**Material for this task**
....

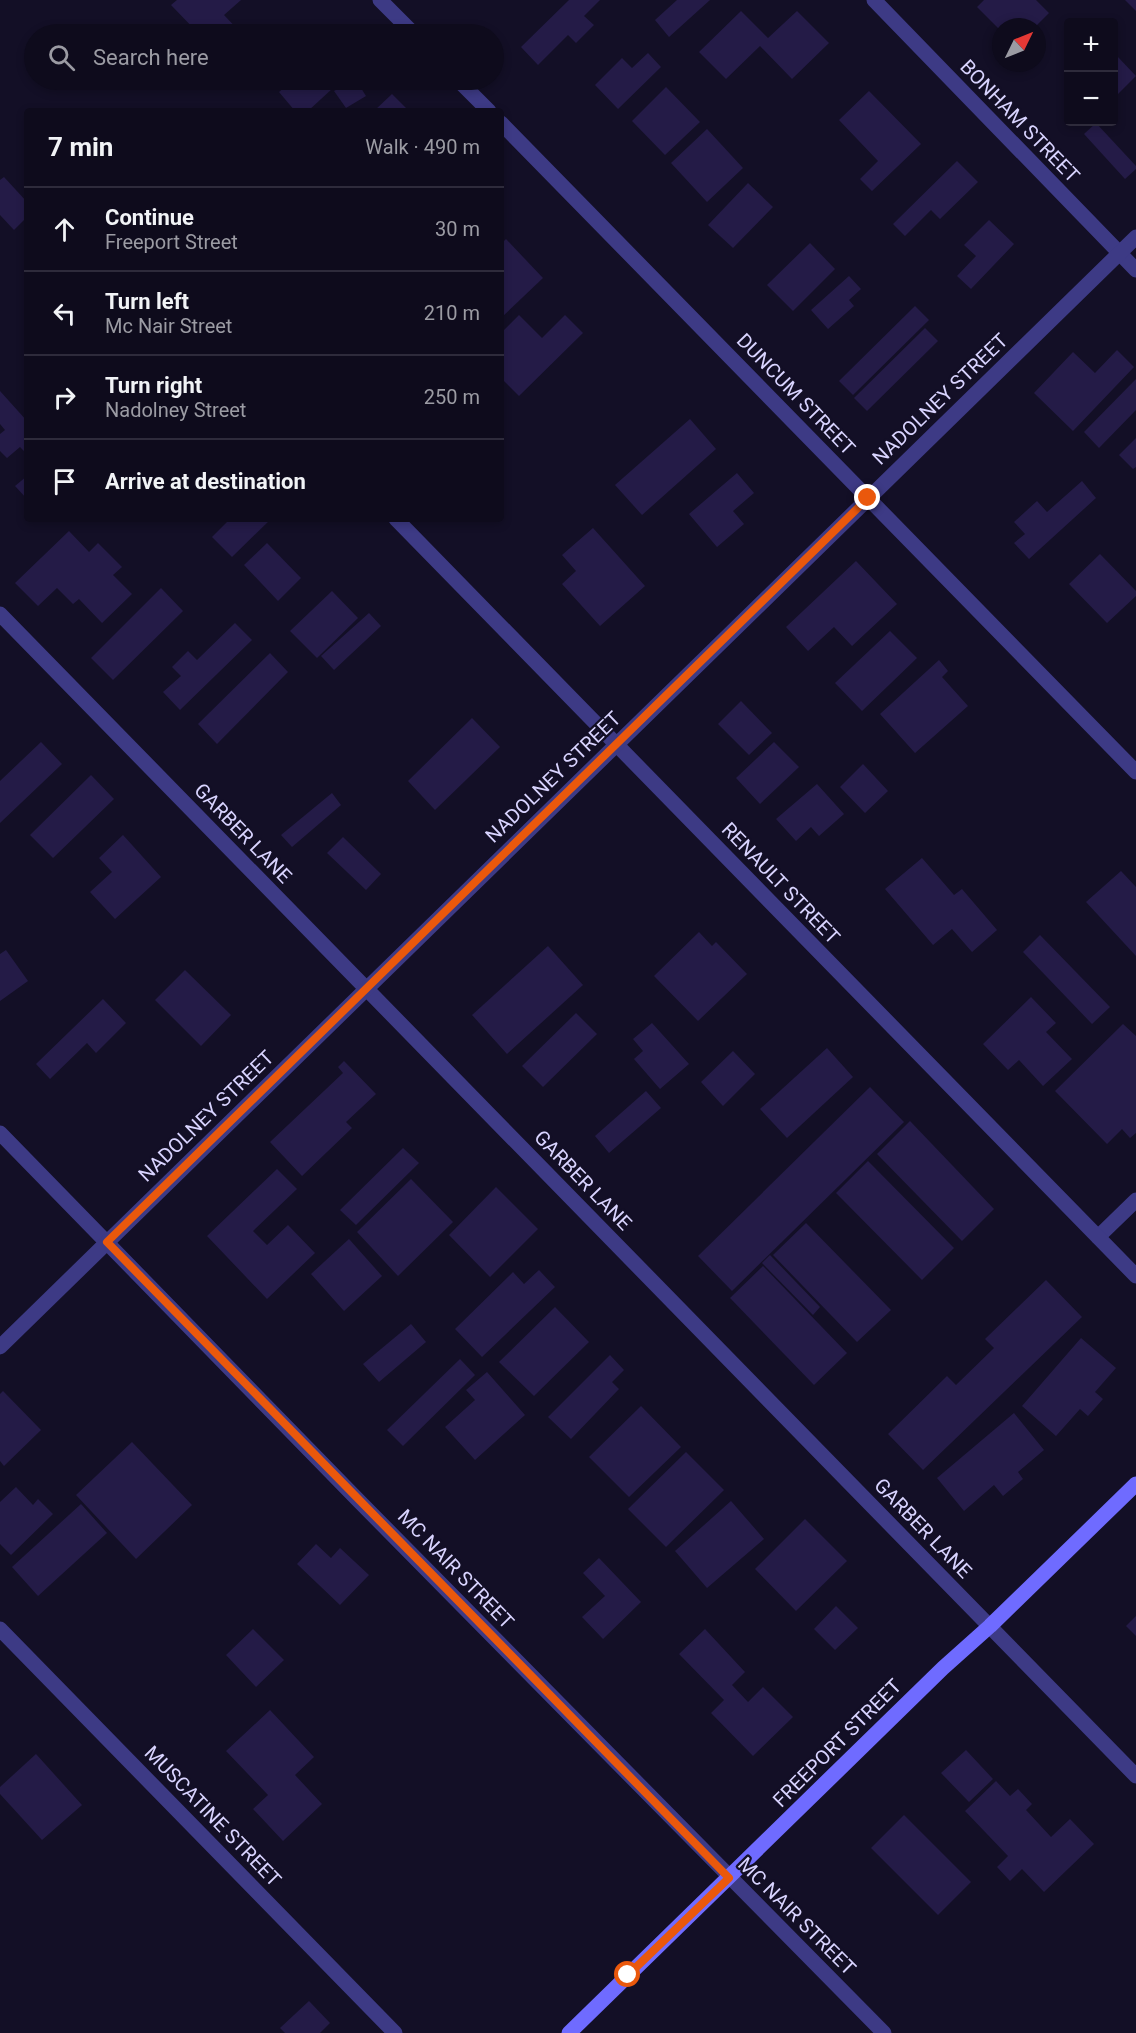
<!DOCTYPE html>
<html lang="en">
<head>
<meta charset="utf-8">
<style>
  body { margin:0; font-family:Roboto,sans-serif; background:#1c1929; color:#f1f3f6 }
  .controls { position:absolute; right:18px; top:18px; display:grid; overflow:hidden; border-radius:6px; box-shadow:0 3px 9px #0003 }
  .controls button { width:54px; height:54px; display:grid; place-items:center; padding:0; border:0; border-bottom:2px solid #2e2b3b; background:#0e0b1c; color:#f1f3f6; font:30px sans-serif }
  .compass { position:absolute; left:992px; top:18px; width:54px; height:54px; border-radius:50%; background:#0e0b1c; box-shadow:0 3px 9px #0003; rotate:47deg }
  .stop { position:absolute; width:18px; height:18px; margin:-14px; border:4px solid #ea580c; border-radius:50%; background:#fff }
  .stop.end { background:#ea580c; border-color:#fff; box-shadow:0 2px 6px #0008 }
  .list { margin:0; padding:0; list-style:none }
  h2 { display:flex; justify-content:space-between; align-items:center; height:78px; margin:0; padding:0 24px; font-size:26px }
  h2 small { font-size:20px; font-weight:400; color:#9b9ba3 }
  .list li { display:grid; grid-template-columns:39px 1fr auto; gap:18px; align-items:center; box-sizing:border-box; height:84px; padding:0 24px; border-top:2px solid #2e2b3b }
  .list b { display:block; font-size:22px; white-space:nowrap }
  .list p { margin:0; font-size:20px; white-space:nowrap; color:#9b9ba3 }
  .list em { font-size:20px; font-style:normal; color:#9b9ba3 }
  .icon { flex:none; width:33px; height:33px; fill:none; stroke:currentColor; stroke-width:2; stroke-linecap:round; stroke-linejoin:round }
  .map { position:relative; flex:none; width:1136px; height:2033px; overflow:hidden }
  .search { position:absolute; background:#0e0b1c; box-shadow:0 3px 9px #0003; left:24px; top:24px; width:480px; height:66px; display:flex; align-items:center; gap:15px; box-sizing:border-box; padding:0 21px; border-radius:33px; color:#9b9ba3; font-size:22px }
  .panel { position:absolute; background:#0e0b1c; box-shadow:0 3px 9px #0003; left:24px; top:108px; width:480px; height:414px; border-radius:6px }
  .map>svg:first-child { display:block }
</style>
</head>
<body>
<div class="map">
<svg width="1136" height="2033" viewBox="0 0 1136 2033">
  <rect width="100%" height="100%" fill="#130f26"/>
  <g fill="#241b47">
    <path d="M177 0H241L224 15 242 34H199L171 5Z"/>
    <path d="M569 0H600L584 16 594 25 576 43 568 35 538 65 521 47Z"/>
    <path d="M677 0H710L669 37 655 20Z"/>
    <path d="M984 0H1036L1049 13 1035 27H1001V31L977 7Z"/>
    <path d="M1125 0H1136V11Z"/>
    <path d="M741 11 768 38 797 11 829 43 792 79 760 46 726 79 699 52Z"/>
    <path d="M648 53 661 67 618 109 595 85 622 58 632 68Z"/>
    <path d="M1117 56 1136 76 1114 98V59Z"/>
    <path d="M241 80H260L250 89Z"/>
    <path d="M293 80H325L333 88 308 111H295L279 92Z"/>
    <path d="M352 80H356L366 96 346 108 334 91Z"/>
    <path d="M666 87 700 122 665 155 632 121Z"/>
    <path d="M869 91 921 144 872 191 860 179 878 161 839 120Z"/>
    <path d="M392 94 409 111H374Z"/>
    <path d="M1096 123 1136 166V169L1125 179 1084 134Z"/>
    <path d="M707 129 743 168 707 202 671 163Z"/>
    <path d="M957 161 978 182 940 219 931 210 905 236 893 224Z"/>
    <path d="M4 177 27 202V217L14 230 0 215V180Z"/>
    <path d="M748 183 773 207 733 248 708 225Z"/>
    <path d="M989 220 1014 244 971 289 957 276 976 256 964 245Z"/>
    <path d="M506 239 543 278 501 318V244Z"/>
    <path d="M810 243 835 269 793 311 767 285Z"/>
    <path d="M849 276 861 289 849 300 854 306 828 329 811 310Z"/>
    <path d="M915 306 929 320 853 395 839 381Z"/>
    <path d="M519 315 542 338 565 315 583 333 519 396 501 378V333Z"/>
    <path d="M925 328 938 341 867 411 854 398Z"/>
    <path d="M1117 350 1134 367 1073 431 1034 393 1073 352 1095 373Z"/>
    <path d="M1136 379V410L1099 448 1084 432Z"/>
    <path d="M0 391 27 421V454L20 447 7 458 0 451V434L5 430 0 424Z"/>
    <path d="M690 419 716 449 642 515 615 485Z"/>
    <path d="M1136 438V467L1133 469 1119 455Z"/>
    <path d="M737 473 754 493 733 511 744 524 717 547 689 514Z"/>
    <path d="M27 476V499L15 486Z"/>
    <path d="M1082 481 1096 498 1029 559 1014 543 1025 534 1014 522 1037 501 1047 512Z"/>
    <path d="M230 519H271L232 557 212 537Z"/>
    <path d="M593 528 645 586 600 626 562 584 576 571 562 555Z"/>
    <path d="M69 531 89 552 98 543 122 567 113 575 132 594 102 623 79 599 73 604 57 588 38 606 15 583Z"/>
    <path d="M267 543 301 578 278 601 244 565Z"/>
    <path d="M1100 554 1136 591V596L1107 623 1069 584Z"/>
    <path d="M856 561 897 604 852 646 834 627 808 651 786 627Z"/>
    <path d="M161 588 183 611 113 680 91 658Z"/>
    <path d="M332 591 358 618 317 658 290 631Z"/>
    <path d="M369 613 381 626 334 670 321 656Z"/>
    <path d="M235 623 252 640 180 710 163 692 181 676 172 667 188 651 197 660Z"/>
    <path d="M890 631 917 658 862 711 835 683Z"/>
    <path d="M270 653 288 672 217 744 198 724Z"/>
    <path d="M939 660 948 671 942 677 968 706 915 753 880 714Z"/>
    <path d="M741 701 772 733 749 755 718 724Z"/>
    <path d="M472 718 500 747 435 810 408 781Z"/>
    <path d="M41 742 62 764 0 823V781Z"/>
    <path d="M774 742 799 767 760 804 736 778Z"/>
    <path d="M863 764 888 791 865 813 840 787Z"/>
    <path d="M91 775 114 799 53 858 30 835Z"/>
    <path d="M817 784 844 814 819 836 811 827 796 841 776 819Z"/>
    <path d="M332 793 341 805 292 847 281 835Z"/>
    <path d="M123 835 161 877 115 919 90 892 112 872 99 858Z"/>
    <path d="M343 837 381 874 366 890 327 853Z"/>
    <path d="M922 858 954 895 962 889 997 930 972 952 952 929 933 945 885 889Z"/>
    <path d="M1121 871 1136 887V956L1086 902Z"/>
    <path d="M699 932 712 946 716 942 747 974 698 1021 654 976Z"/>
    <path d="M1040 935 1110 1007 1092 1024 1023 952Z"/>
    <path d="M548 946 583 985 507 1054 472 1015Z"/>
    <path d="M6 950 28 981 0 1001V954Z"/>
    <path d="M185 970 231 1015 201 1046 155 1000Z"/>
    <path d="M1031 997 1056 1023 1046 1032 1072 1059 1043 1086 1019 1060 1008 1070 983 1044Z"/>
    <path d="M103 999 126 1023 96 1053 87 1043 50 1079 36 1064Z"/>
    <path d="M576 1013 597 1034 543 1087 522 1066Z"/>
    <path d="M652 1023 689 1064 660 1089 634 1059 643 1051 633 1039Z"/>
    <path d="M1123 1024 1136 1036V1133L1130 1138 1122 1129 1107 1144 1055 1091Z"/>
    <path d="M827 1048 853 1077 787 1138 760 1109Z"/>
    <path d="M733 1051 755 1074 723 1106 701 1082Z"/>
    <path d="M344 1061 376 1094 346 1122 352 1128 302 1176 270 1142 343 1073 338 1067Z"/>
    <path d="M870 1087 904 1122 732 1291 698 1256Z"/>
    <path d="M646 1091 661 1108 609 1153 595 1136Z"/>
    <path d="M910 1121 994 1209 962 1241 877 1154Z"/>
    <path d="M403 1148 419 1163 356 1225 340 1210Z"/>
    <path d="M868 1161 954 1248 922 1280 836 1193Z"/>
    <path d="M277 1169 297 1189 253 1231 267 1245 288 1225 315 1253 267 1299 207 1236Z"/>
    <path d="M411 1179 453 1222 398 1276 357 1232Z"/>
    <path d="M496 1187 538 1229 490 1277 449 1235Z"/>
    <path d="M806 1223 891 1310 857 1342 773 1255Z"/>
    <path d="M349 1239 382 1276 344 1311 311 1274Z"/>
    <path d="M770 1255 820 1307 813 1315 762 1263Z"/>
    <path d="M763 1266 847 1353 814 1385 730 1298Z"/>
    <path d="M539 1270 555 1287 482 1357 455 1329 513 1272 524 1284Z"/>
    <path d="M1046 1280 1082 1317 923 1470 888 1434 947 1376 956 1385 994 1348 985 1339Z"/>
    <path d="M555 1307 589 1342 534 1396 499 1362Z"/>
    <path d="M411 1324 426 1342 379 1382 363 1364Z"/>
    <path d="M1081 1338 1116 1368 1095 1392 1103 1399 1088 1416 1080 1409 1056 1436 1022 1406Z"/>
    <path d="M610 1355 624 1370 612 1382 619 1389 571 1439 548 1417Z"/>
    <path d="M460 1359 475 1375 403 1446 387 1430Z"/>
    <path d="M487 1372 525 1415 475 1460 445 1427 475 1400 466 1390Z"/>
    <path d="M3 1391 41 1430 4 1466 0 1461V1394Z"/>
    <path d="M641 1406 681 1447 629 1497 589 1457Z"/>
    <path d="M1014 1413 1044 1450 1018 1472 1023 1479 1003 1496 994 1485 964 1511 937 1478Z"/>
    <path d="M132 1442 192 1505 136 1559 76 1495Z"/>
    <path d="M686 1452 724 1490 666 1547 628 1509Z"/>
    <path d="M16 1487 33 1505 38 1499 53 1514 11 1555 0 1544V1502Z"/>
    <path d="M731 1501 764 1539 707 1588 675 1551Z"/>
    <path d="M81 1504 107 1533 38 1596 12 1567Z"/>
    <path d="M805 1519 847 1561 796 1611 755 1569Z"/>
    <path d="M316 1544 331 1558 340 1548 369 1575 340 1605 297 1564Z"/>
    <path d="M599 1558 641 1602 603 1639 582 1617 605 1596 583 1573Z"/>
    <path d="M836 1606 858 1628 835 1650 814 1629Z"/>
    <path d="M1136 1616V1636L1126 1626Z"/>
    <path d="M253 1629 284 1660 256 1687 226 1655Z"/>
    <path d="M705 1629 745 1672 732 1685 748 1702 763 1687 793 1717 753 1756 711 1713 724 1700 679 1654Z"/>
    <path d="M270 1710 314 1757 295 1775 322 1804 283 1841 253 1809 268 1795 226 1751Z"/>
    <path d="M966 1750 993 1779 969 1802 941 1773Z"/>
    <path d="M36 1754 82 1805 42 1840 0 1794V1787Z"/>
    <path d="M996 1781 1010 1796 1018 1789 1032 1804 1026 1810 1051 1837 1070 1819 1094 1844 1044 1892 1022 1869 1010 1881 997 1867 1008 1856 965 1811Z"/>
    <path d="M904 1815 971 1882 938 1915 871 1848Z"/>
    <path d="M309 2001 330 2023 320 2033H285L280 2028Z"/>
  </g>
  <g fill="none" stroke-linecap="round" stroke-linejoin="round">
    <path stroke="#3d3a85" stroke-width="15" d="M1098 1237 1136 1200"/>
    <g stroke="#3d3a85" stroke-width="15">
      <path d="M380 0 414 34"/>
      <path d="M874 0 1136 270"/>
      <path d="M458 80 489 111"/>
      <path d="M501 123 1136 772"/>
      <path d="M396 519 1136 1276"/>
      <path d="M0 614 1136 1776"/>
      <path d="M0 1133 358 1500 884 2033"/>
      <path d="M0 1347 1136 237"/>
      <path d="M0 1629 395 2033"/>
    </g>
    <path stroke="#6f6bff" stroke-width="15" d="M569 2033 943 1668 990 1626 1136 1484"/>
  </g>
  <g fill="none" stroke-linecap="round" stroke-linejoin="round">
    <path stroke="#ea580c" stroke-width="8" d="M628 1975 729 1878 107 1242 868 498"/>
  </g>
  <g text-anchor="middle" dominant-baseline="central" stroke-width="4.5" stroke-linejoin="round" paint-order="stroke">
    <g font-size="20" fill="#d9d4ff" stroke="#130f26">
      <text transform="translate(1020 121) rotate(46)">BONHAM STREET</text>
      <text transform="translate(796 394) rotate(46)">DUNCUM STREET</text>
      <text transform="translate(940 399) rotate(-44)">NADOLNEY STREET</text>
      <text transform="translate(553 777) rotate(-44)">NADOLNEY STREET</text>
      <text transform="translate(243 833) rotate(46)">GARBER LANE</text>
      <text transform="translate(781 883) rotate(46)">RENAULT STREET</text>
      <text transform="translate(206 1116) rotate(-44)">NADOLNEY STREET</text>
      <text transform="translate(583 1180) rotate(46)">GARBER LANE</text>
      <text transform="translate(923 1528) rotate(46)">GARBER LANE</text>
      <text transform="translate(456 1569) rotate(46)">MC NAIR STREET</text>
      <text transform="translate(837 1743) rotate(-45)">FREEPORT STREET</text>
      <text transform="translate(213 1816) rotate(46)">MUSCATINE STREET</text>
      <text transform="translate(797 1916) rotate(45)">MC NAIR STREET</text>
    </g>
  </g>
</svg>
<div class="controls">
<button>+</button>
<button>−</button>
</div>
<svg class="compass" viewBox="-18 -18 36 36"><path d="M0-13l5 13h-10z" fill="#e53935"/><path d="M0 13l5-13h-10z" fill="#9b9ba3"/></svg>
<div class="stop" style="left:628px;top:1975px"></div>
<div class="stop end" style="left:868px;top:498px"></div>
<div class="search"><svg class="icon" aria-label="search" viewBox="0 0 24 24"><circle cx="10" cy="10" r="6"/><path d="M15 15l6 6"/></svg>Search here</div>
<section class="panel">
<h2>7 min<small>Walk · 490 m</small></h2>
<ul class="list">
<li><svg class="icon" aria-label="ahead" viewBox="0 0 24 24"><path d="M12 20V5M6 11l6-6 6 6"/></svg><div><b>Continue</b><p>Freeport Street</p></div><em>30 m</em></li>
<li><svg class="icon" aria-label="left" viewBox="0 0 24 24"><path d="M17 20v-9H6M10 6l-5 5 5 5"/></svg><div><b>Turn left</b><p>Mc Nair Street</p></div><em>210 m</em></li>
<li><svg class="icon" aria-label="right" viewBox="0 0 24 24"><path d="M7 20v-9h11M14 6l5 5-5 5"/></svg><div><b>Turn right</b><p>Nadolney Street</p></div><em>250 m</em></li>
<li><svg class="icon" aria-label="arrive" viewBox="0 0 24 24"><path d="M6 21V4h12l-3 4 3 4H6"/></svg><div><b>Arrive at destination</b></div></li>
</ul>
</section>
</div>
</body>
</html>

....

**Work to be completed**
Bring together all lines of the entries above in which the string "list" occurs.

**Written answer**
  .list { margin:0; padding:0; list-style:none }
  .list li { display:grid; grid-template-columns:39px 1fr auto; gap:18px; align-items:center; box-sizing:border-box; height:84px; padding:0 24px; border-top:2px solid #2e2b3b }
  .list b { display:block; font-size:22px; white-space:nowrap }
  .list p { margin:0; font-size:20px; white-space:nowrap; color:#9b9ba3 }
  .list em { font-size:20px; font-style:normal; color:#9b9ba3 }
<ul class="list">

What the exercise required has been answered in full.